Task inputs ::

^^^^^^^^

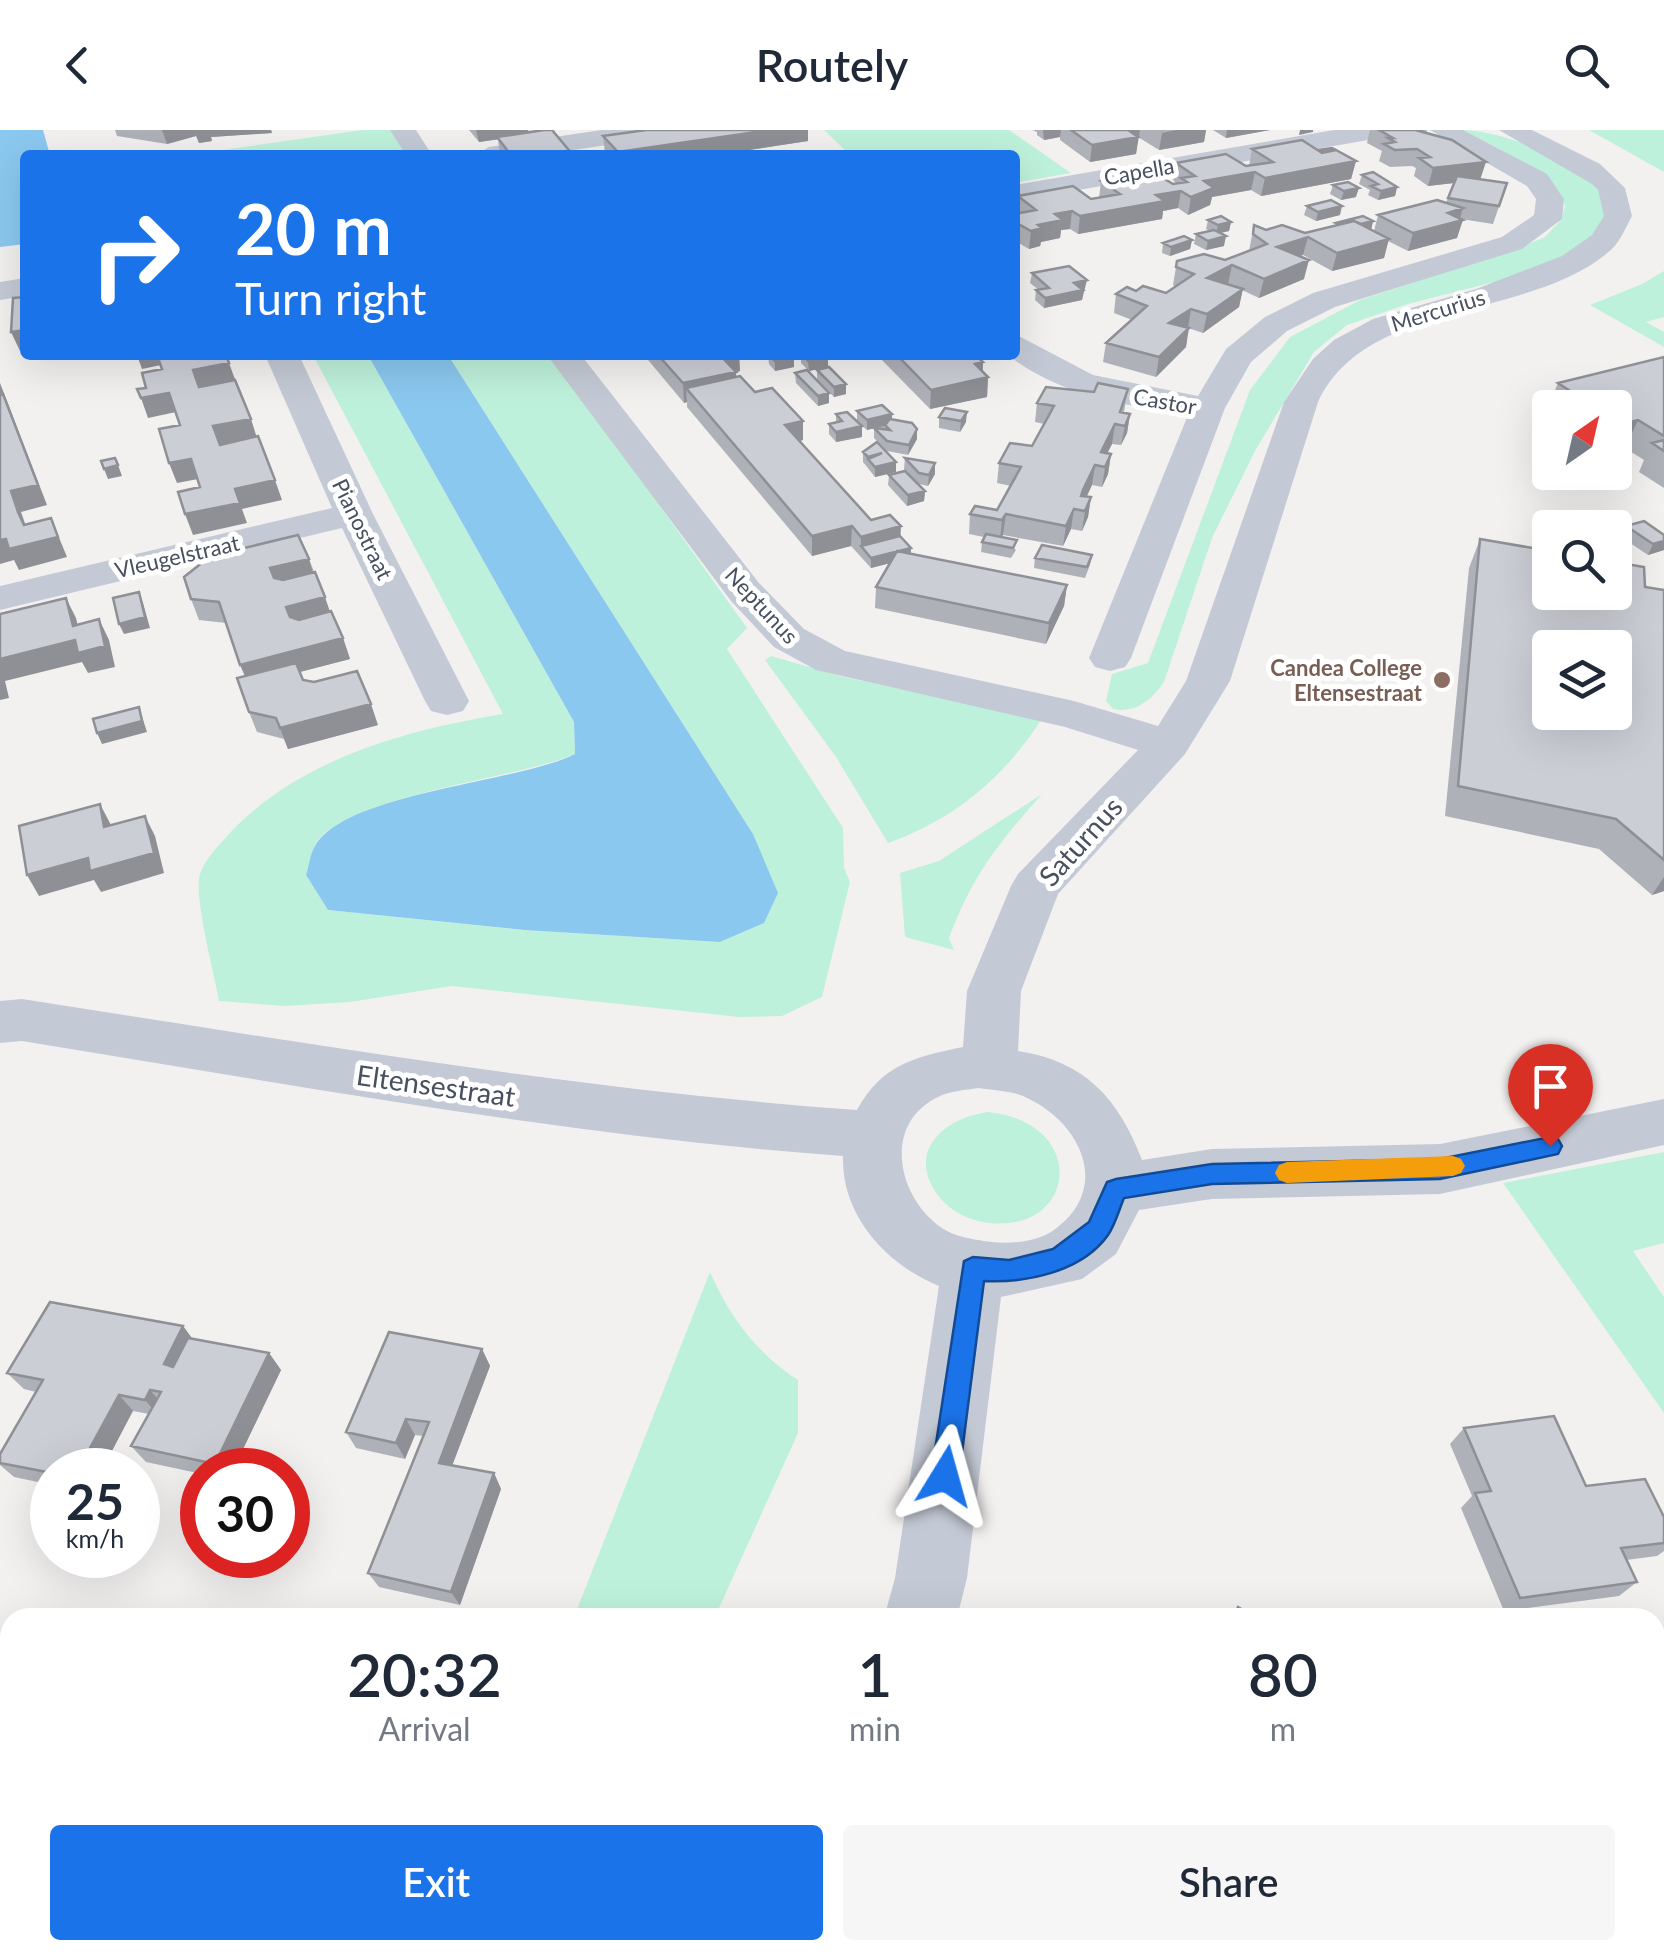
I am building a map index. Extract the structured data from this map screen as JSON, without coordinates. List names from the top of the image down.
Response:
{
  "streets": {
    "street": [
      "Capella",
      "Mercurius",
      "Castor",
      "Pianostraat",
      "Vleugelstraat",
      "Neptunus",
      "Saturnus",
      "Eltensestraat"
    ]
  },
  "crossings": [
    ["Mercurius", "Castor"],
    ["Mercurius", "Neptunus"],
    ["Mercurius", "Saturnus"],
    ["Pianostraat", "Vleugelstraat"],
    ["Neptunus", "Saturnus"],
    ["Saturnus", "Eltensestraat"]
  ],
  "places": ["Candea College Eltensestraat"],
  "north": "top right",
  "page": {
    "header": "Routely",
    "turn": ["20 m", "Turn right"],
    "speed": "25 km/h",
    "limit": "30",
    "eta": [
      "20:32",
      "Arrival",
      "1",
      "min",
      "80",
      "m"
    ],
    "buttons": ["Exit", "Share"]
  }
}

^^^^^^^^

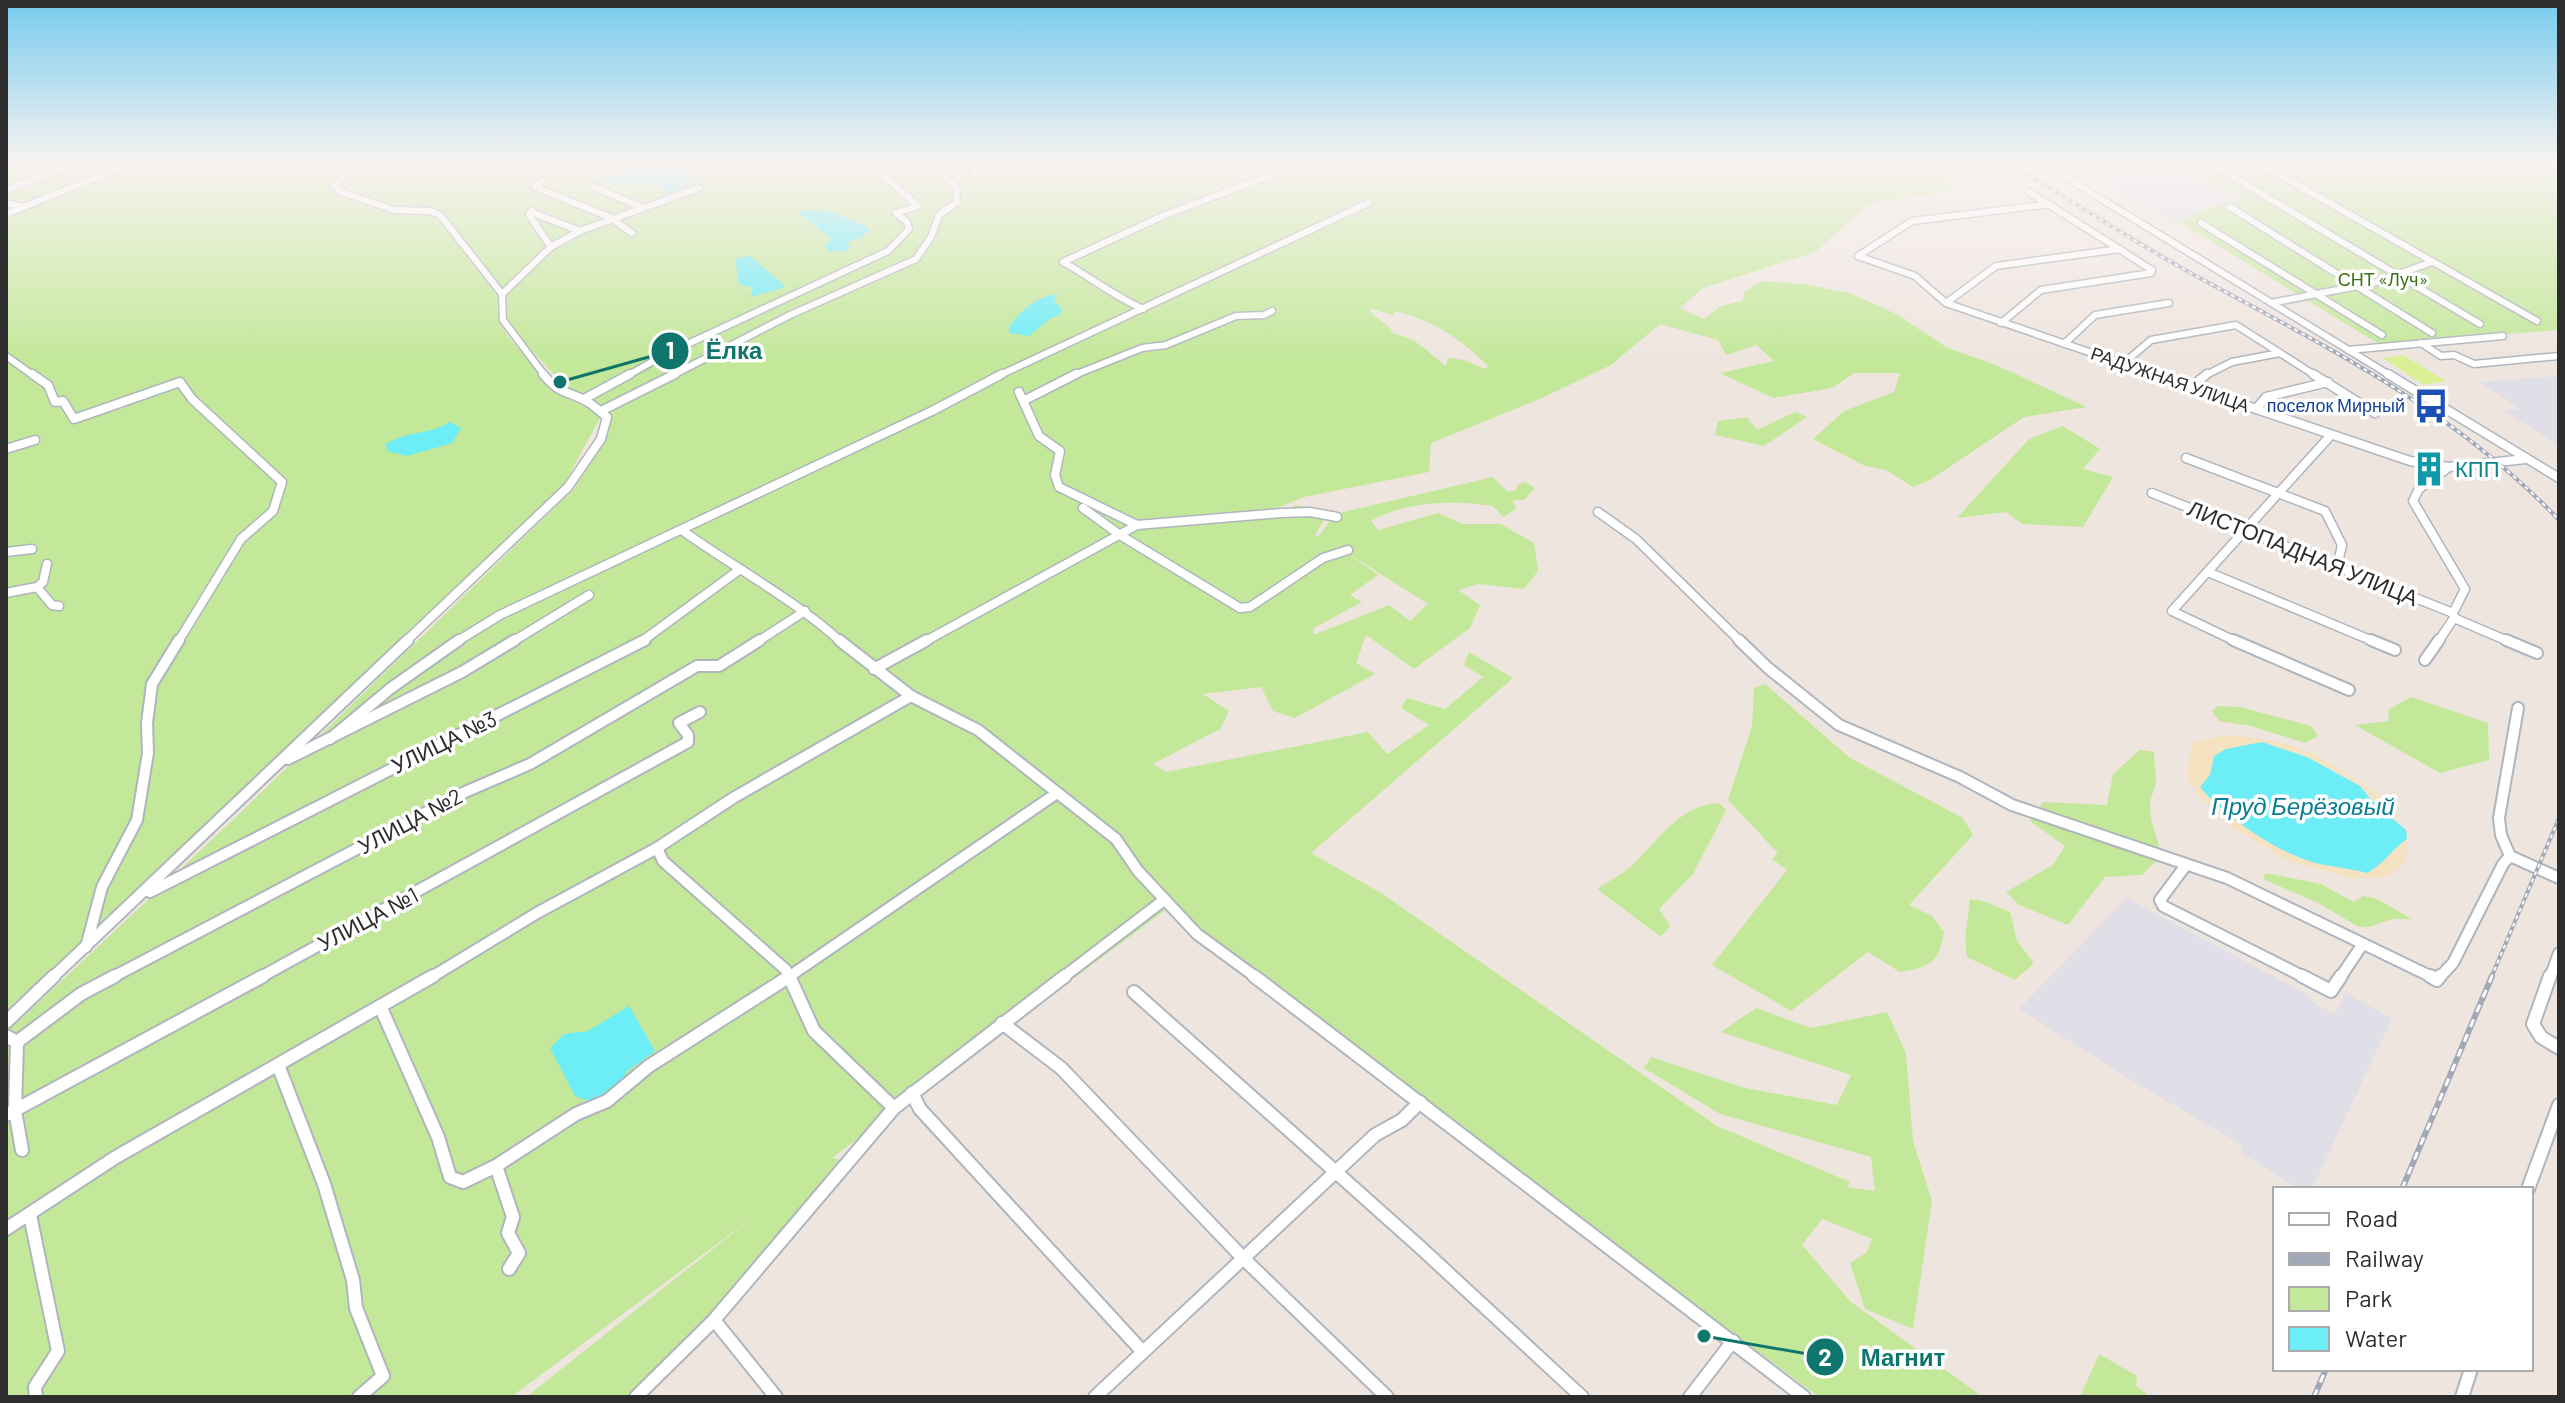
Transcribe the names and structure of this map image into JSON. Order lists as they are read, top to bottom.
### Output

^^^^^^^^

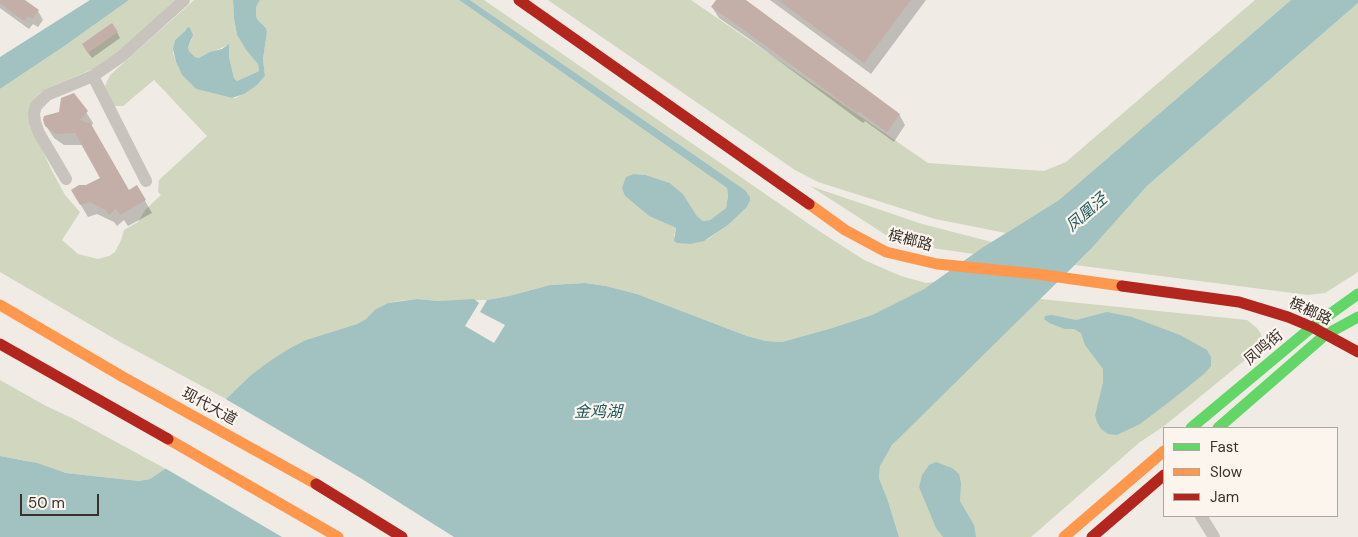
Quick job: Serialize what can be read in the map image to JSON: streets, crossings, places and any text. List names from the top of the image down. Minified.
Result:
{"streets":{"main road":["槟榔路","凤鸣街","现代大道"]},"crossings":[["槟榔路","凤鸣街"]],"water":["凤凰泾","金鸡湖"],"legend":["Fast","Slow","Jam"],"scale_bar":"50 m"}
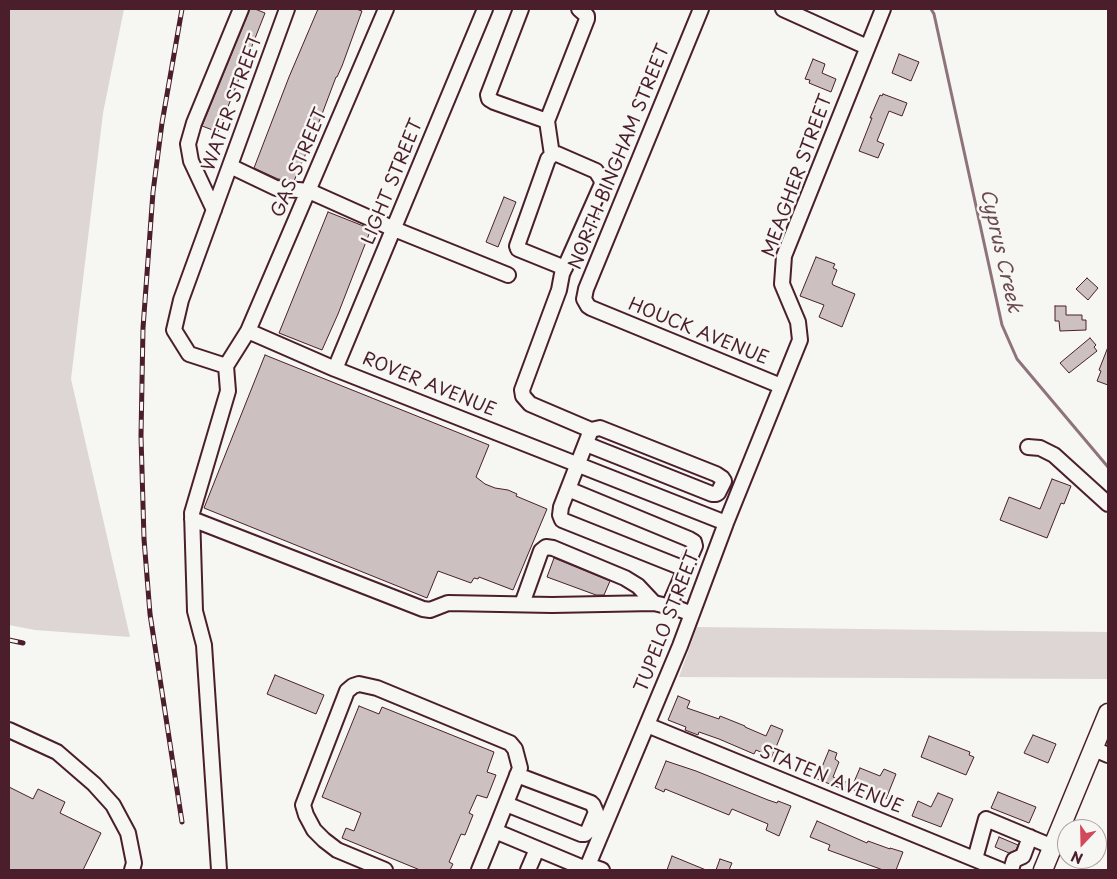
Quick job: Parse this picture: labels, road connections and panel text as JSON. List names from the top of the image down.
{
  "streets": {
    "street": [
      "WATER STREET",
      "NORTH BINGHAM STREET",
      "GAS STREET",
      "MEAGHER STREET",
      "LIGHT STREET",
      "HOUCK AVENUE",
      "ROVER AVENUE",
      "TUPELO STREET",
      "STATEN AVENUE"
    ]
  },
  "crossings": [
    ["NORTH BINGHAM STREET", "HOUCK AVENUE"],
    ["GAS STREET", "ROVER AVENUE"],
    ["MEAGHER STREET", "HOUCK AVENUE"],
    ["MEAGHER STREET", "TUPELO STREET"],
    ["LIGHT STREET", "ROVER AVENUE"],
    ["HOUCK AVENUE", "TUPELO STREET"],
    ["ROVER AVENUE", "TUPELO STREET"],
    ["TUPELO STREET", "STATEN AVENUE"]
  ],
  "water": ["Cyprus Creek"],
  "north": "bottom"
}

^^^^^^^^

Instructions to follow ::
Look through the entries and return every line where "read" appears.

Reply to the task ::
Transcribe the names and structure of this map image into JSON. Order lists as they are read, top to bottom.
Quick job: Serialize what can be read in the map image to JSON: streets, crossings, places and any text. List names from the top of the image down. Minified.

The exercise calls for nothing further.